Reason For Applying Random Forests:
The main reason in choosing random forest is by considering that it has freedom to choose any number of records and attributes to make the final prediction. Additionally the computational speed of the random forest algorithm is very low. By applying Random Forest algorithm on this dataset an accuracy of 83% is produced. I have tried to increase the accuracy by increasing the number of iterations which did not show me any noticeable change. Furthermore, I have also tried to increase the accuracy by making the unbalanced target attribute to balanced class attribute, even then the model did not show any noticeable increase in the accuracy.
General applications of Random Forests:
Random forests acts as an important tool in predictions. Its process can be fully parallelizable. It uses proximity to generate tree-based clusters. It has an automatic predictor selection in the process.
K Nearest Neighbors:
K nearest neighbor is defined as the algorithm which used for prediction. If we have an unseen data and we need a prediction for that data then we go for k nearest neighbors. The KNN algorithm searches for the k most important and similar instances and results a prediction. This prediction will help in the predicting the unseen data. In order to determine the k points we perform Euclidean distance measure between the points if it is numerical and consider hamming distance if the data points are categorical and binary values. It is considered as non parametric because it does not follow any functional form and KNN does not make any assumptions about the dataset. KNN is referred as instance-based and competitive learning algorithm, because there occur a competition between the data instances to be a part of prediction. KNN is also referred as lazy model because it does not provide the output until the model needs prediction.

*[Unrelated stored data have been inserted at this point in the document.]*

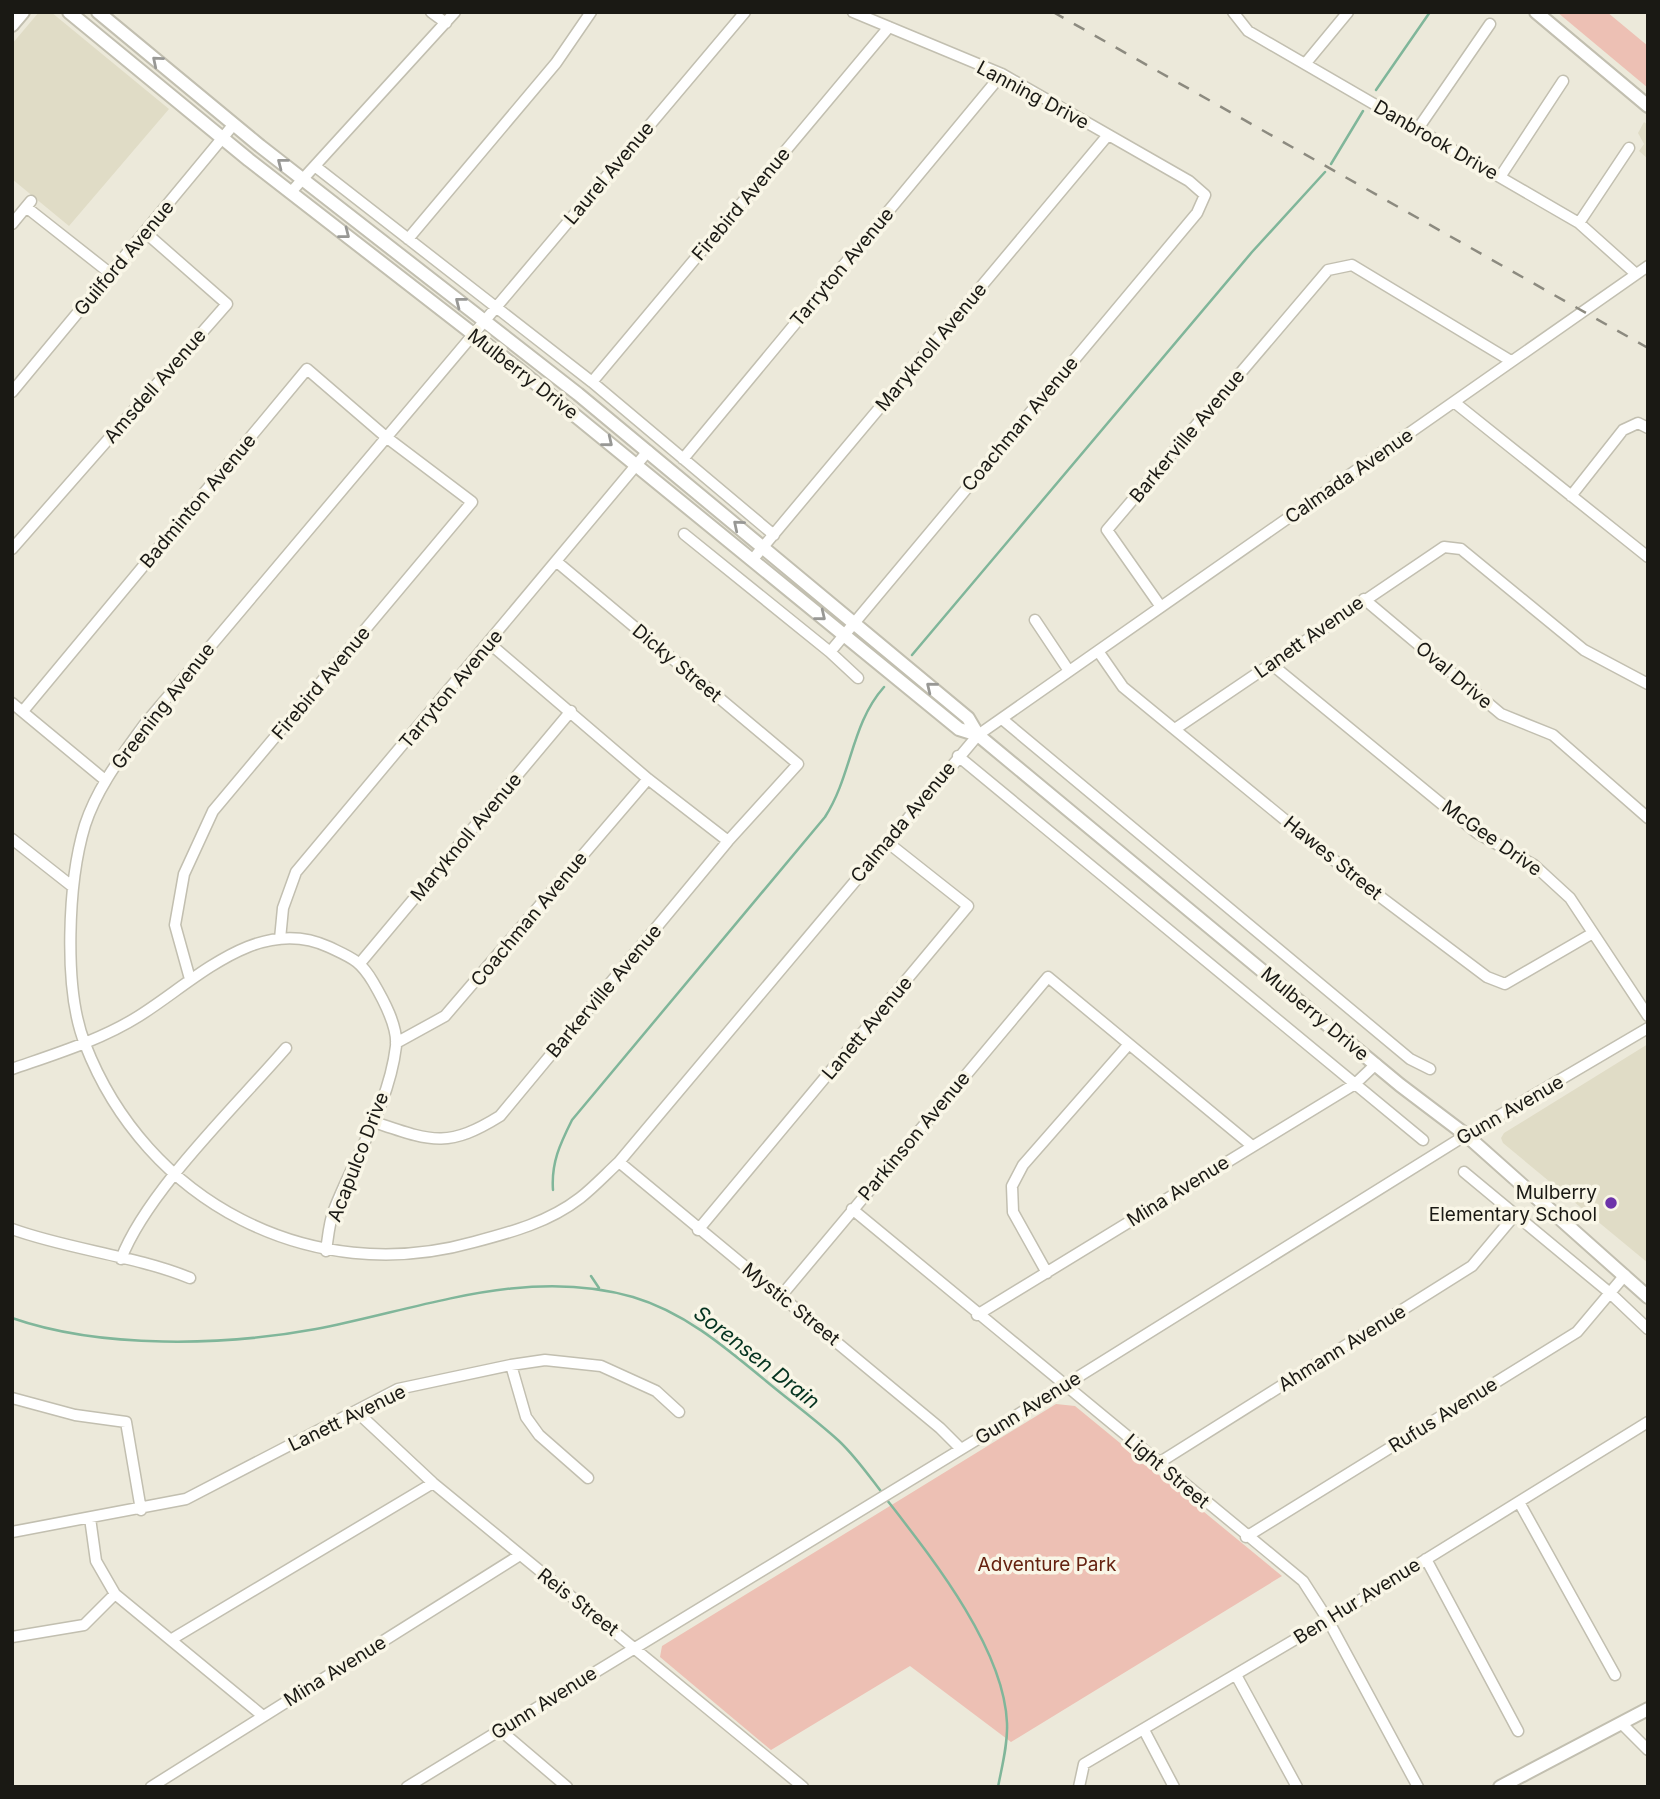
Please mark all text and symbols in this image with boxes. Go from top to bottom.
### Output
one-way arrow [152,56,164,69]
street label: Lanning Drive [973,56,1093,134]
street label: Danbrook Drive [1370,95,1502,185]
street label: Laurel Avenue [559,117,659,229]
street label: Firebird Avenue [687,143,795,265]
one-way arrow [277,158,289,171]
street label: Guilford Avenue [69,196,179,320]
street label: Tarryton Avenue [786,203,898,331]
one-way arrow [337,226,349,239]
street label: Maryknoll Avenue [871,278,991,416]
one-way arrow [455,298,468,311]
street label: Amsdell Avenue [99,324,211,448]
street label: Mulberry Drive [463,324,583,424]
street label: Coachman Avenue [957,352,1083,496]
street label: Barkerville Avenue [1125,365,1249,507]
street label: Calmada Avenue [1281,423,1417,529]
street label: Badminton Avenue [135,429,261,573]
one-way arrow [601,434,613,447]
one-way arrow [733,521,746,533]
street label: Lanett Avenue [1250,591,1368,683]
one-way arrow [813,608,826,620]
street label: Dicky Street [628,619,726,707]
street label: Firebird Avenue [267,622,375,744]
street label: Tarryton Avenue [395,625,507,753]
street label: Oval Drive [1411,636,1497,714]
street label: Greening Avenue [107,638,219,774]
one-way arrow [927,683,940,695]
street label: Calmada Avenue [846,757,960,887]
street label: Maryknoll Avenue [406,768,526,906]
street label: McGee Drive [1438,795,1546,881]
street label: Hawes Street [1279,811,1387,905]
street label: Coachman Avenue [466,847,592,991]
street label: Barkerville Avenue [542,920,666,1062]
street label: Mulberry Drive [1256,962,1374,1066]
street label: Lanett Avenue [817,972,917,1084]
street label: Parkinson Avenue [853,1067,975,1205]
street label: Gunn Avenue [1452,1070,1568,1150]
street label: Acapulco Drive [323,1089,393,1225]
street label: Mina Avenue [1123,1151,1233,1231]
place label: Mulberry Elementary School [1429,1181,1597,1226]
marker: Mulberry Elementary School [1603,1195,1619,1211]
street label: Mystic Street [738,1258,844,1350]
water label: Sorensen Drain [689,1300,825,1414]
street label: Ahmann Avenue [1274,1300,1410,1396]
street label: Gunn Avenue [971,1366,1085,1450]
street label: Rufus Avenue [1384,1372,1502,1458]
street label: Lanett Avenue [285,1380,409,1456]
street label: Light Street [1120,1429,1214,1513]
park label: Adventure Park [978,1553,1117,1576]
street label: Ben Hur Avenue [1290,1553,1424,1649]
street label: Reis Street [533,1563,623,1641]
street label: Mina Avenue [280,1631,390,1711]
street label: Gunn Avenue [487,1661,601,1745]

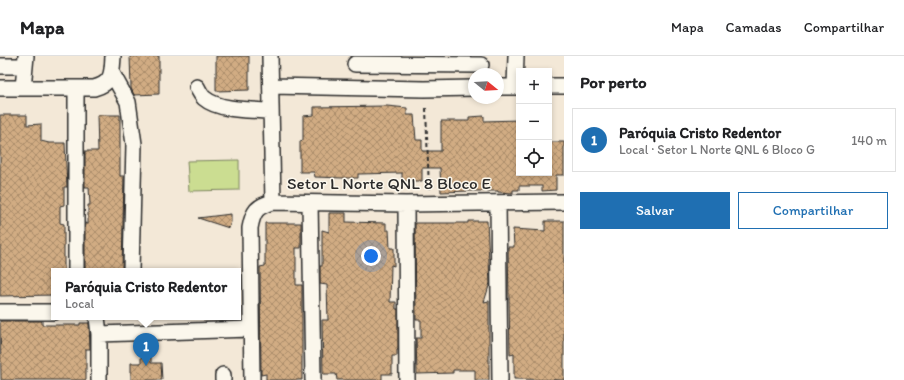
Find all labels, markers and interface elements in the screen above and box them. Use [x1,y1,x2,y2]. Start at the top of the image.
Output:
text: Mapa [20,16,64,39]
text: Mapa [671,19,704,36]
text: Camadas [726,19,782,36]
text: Compartilhar [804,19,884,36]
north arrow [468,68,504,104]
map controls [516,68,552,176]
button: + [516,68,552,104]
text: Por perto [580,72,647,92]
button: − [516,104,552,140]
text: Paróquia Cristo Redentor [619,124,781,142]
text: 1 [591,133,597,148]
text: 140 m [851,133,887,148]
button: locate [516,140,552,176]
text: Local · Setor L Norte QNL 6 Bloco G [619,142,815,157]
street label: Setor L Norte QNL 8 Bloco E [287,173,491,193]
button: Salvar [580,192,730,229]
button: Compartilhar [738,192,888,229]
your location [361,246,381,266]
popup [51,268,241,320]
text: Paróquia Cristo Redentor [65,278,227,296]
text: Local [65,296,94,311]
pin: 1 [133,333,159,366]

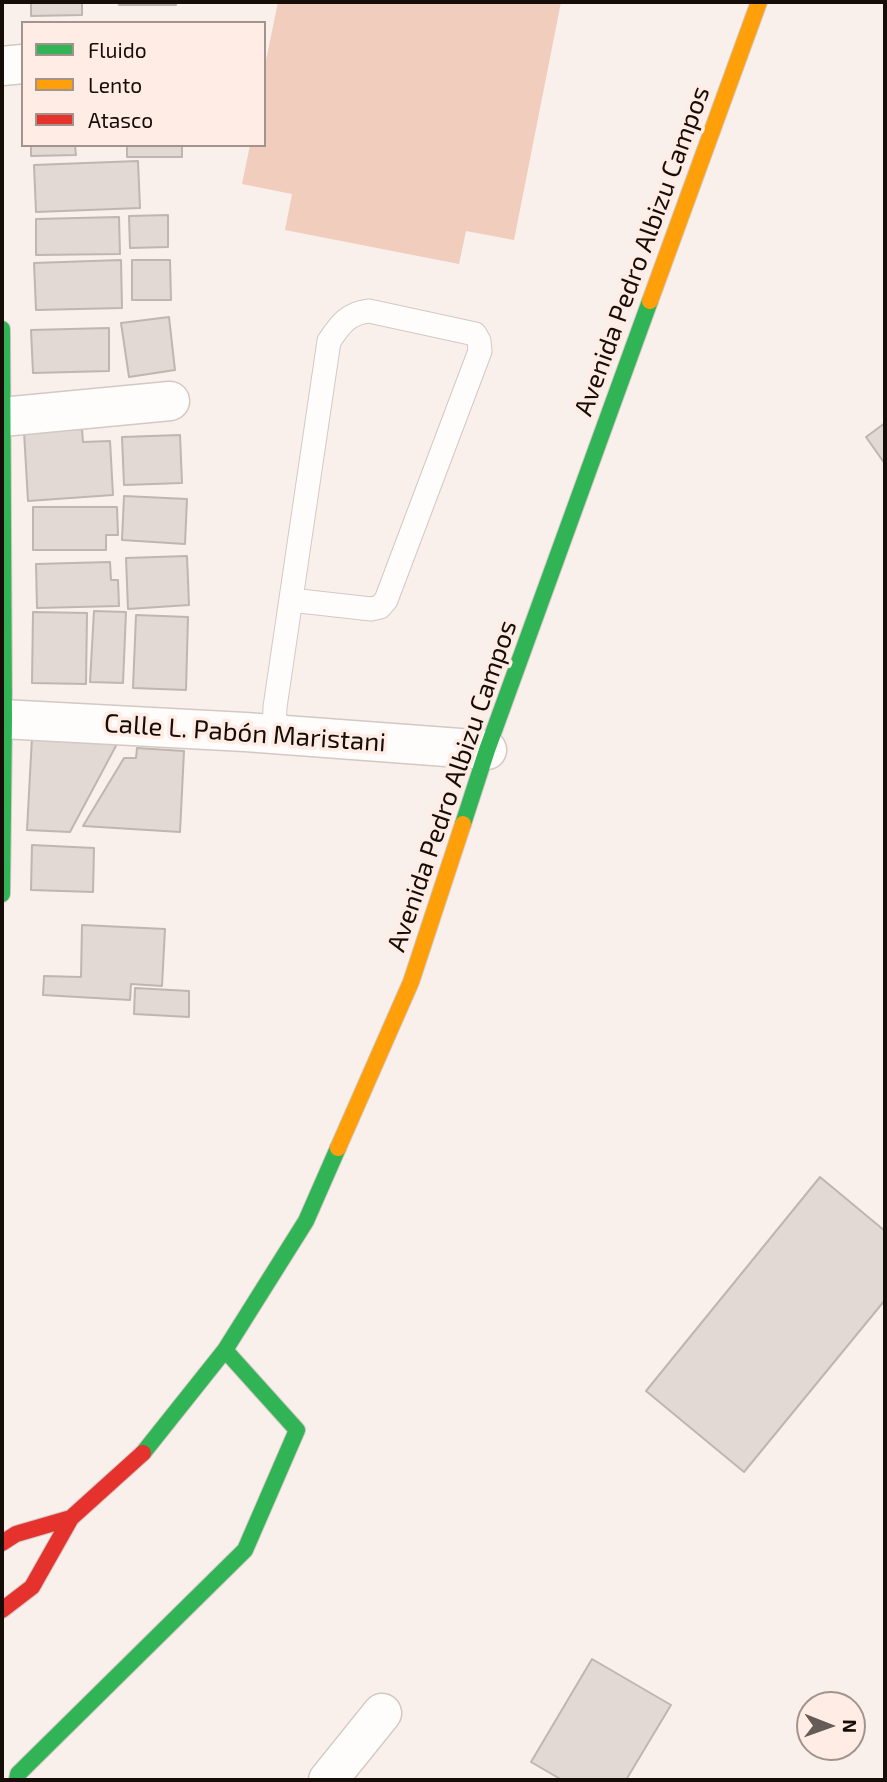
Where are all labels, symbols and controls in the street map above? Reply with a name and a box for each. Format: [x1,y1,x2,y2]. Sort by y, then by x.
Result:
legend [21,21,266,147]
text: Fluido [88,37,147,62]
text: Lento [88,72,142,97]
street label: Avenida Pedro Albizu Campos [568,82,716,420]
text: Atasco [88,107,153,132]
street label: Avenida Pedro Albizu Campos [381,616,523,956]
street label: Calle L. Pabón Maristani [103,708,387,758]
north arrow [796,1691,866,1761]
text: N [839,1719,862,1733]

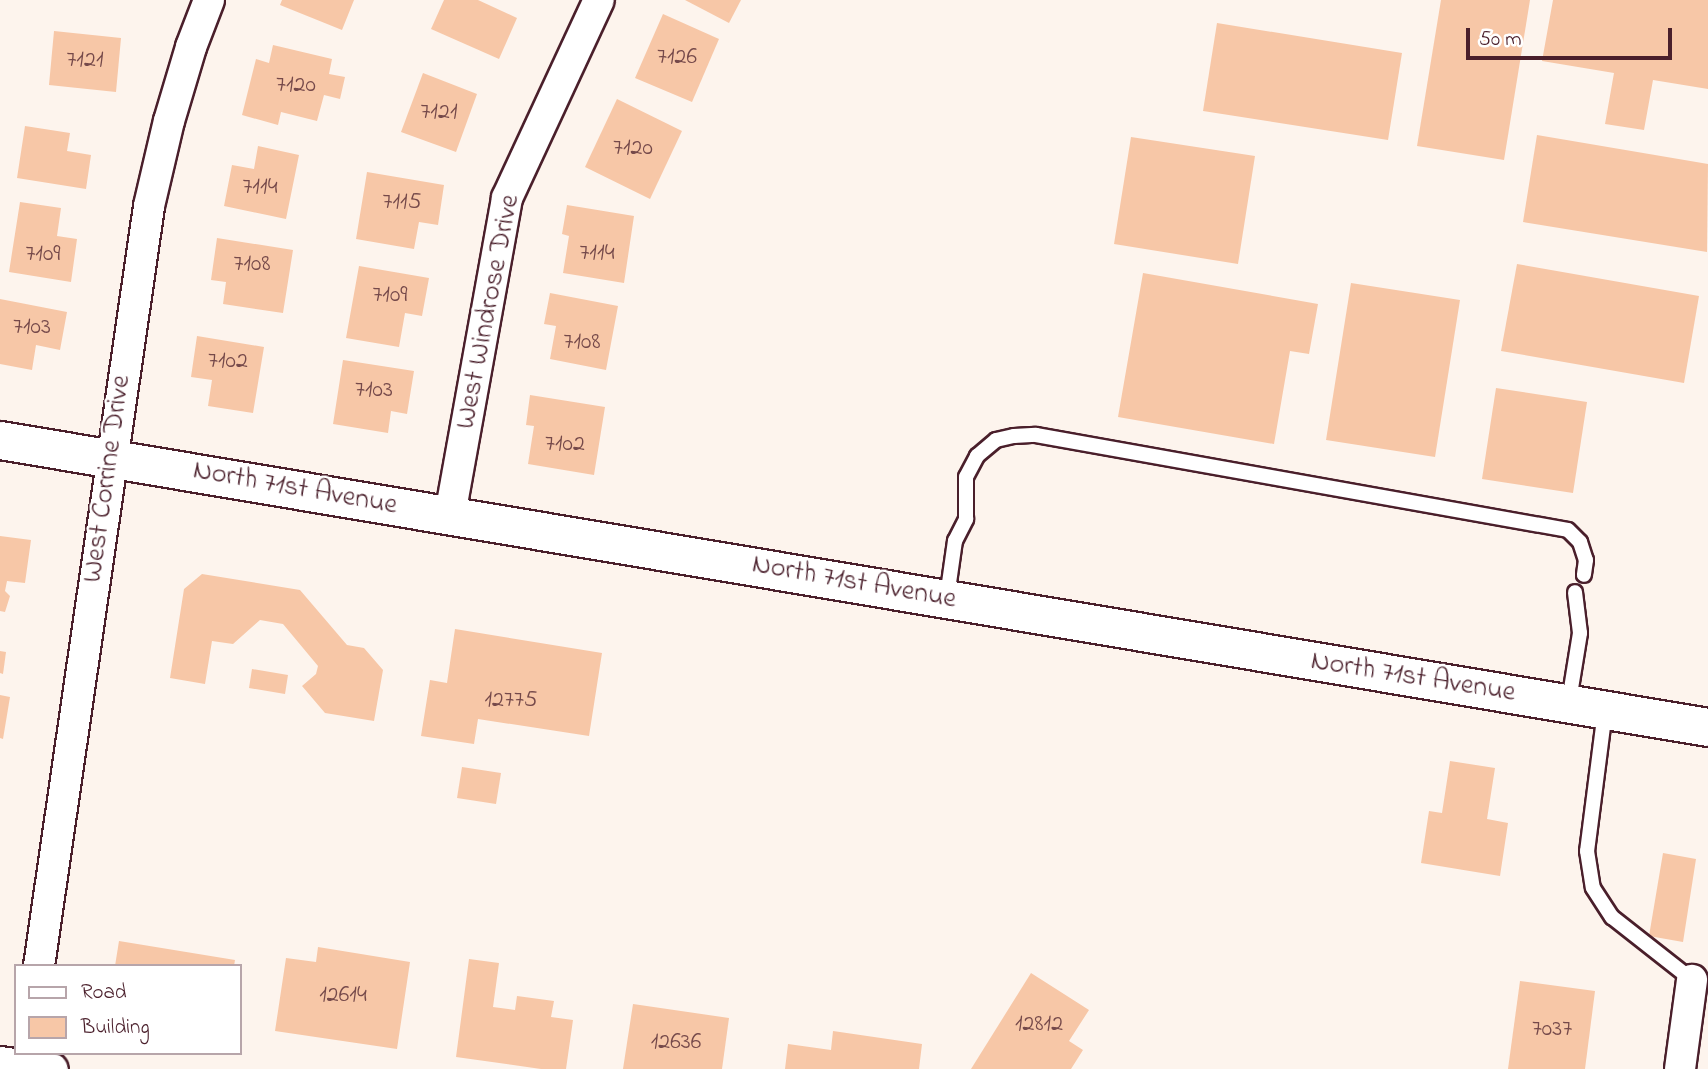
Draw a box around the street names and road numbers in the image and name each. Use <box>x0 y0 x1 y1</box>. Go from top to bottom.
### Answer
street label: West Windrose Drive <box>450 192 528 432</box>
street label: West Corrine Drive <box>77 373 139 585</box>
street label: North 71st Avenue <box>190 455 400 523</box>
street label: North 71st Avenue <box>749 549 959 617</box>
street label: North 71st Avenue <box>1308 645 1518 711</box>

Reason For Applying K Nearest Neighbors:
The main purpose of choosing KNN on this dataset is to use it for prediction along with classification, it can also be used for reression but classification is preferred over regression. It is good at its prediction because it observes the existing data points and tries to predict where the new data point falls into. I have used the function called KNeighbor Classifier () imported from the package called sklearn.neighbors. We can also pass a parameter called n_neighbors which helps in considering the number of the data points that the algorithm should take into consideration. In the implementation I have given a value 1 to the n_neighbors the accuracy produced was 84%. As I have tried in increasing the accuracy of the model I solved the problem of class imbalance and passed into the dataset. Unfortunately, there is a noticeable change in the accuracy which is decreased from 84% to 80%. I have also tried to increase the accuracy of model by increasing the n_neighbors value but that did not show any significant increase in the results. An additional reason to choose K nearest Neighbors because it works efficiently on the large datasets and very robust towards the noisy data present in the dataset.
General Applications of K Nearest Neighbors:
Since the K Nearest Neighbor algorithm can be used for both classification and regression, it has wide variety of applications; it can be used in text mining and agriculture and most importantly in finance for prediction of stock price and credit rating and loan management.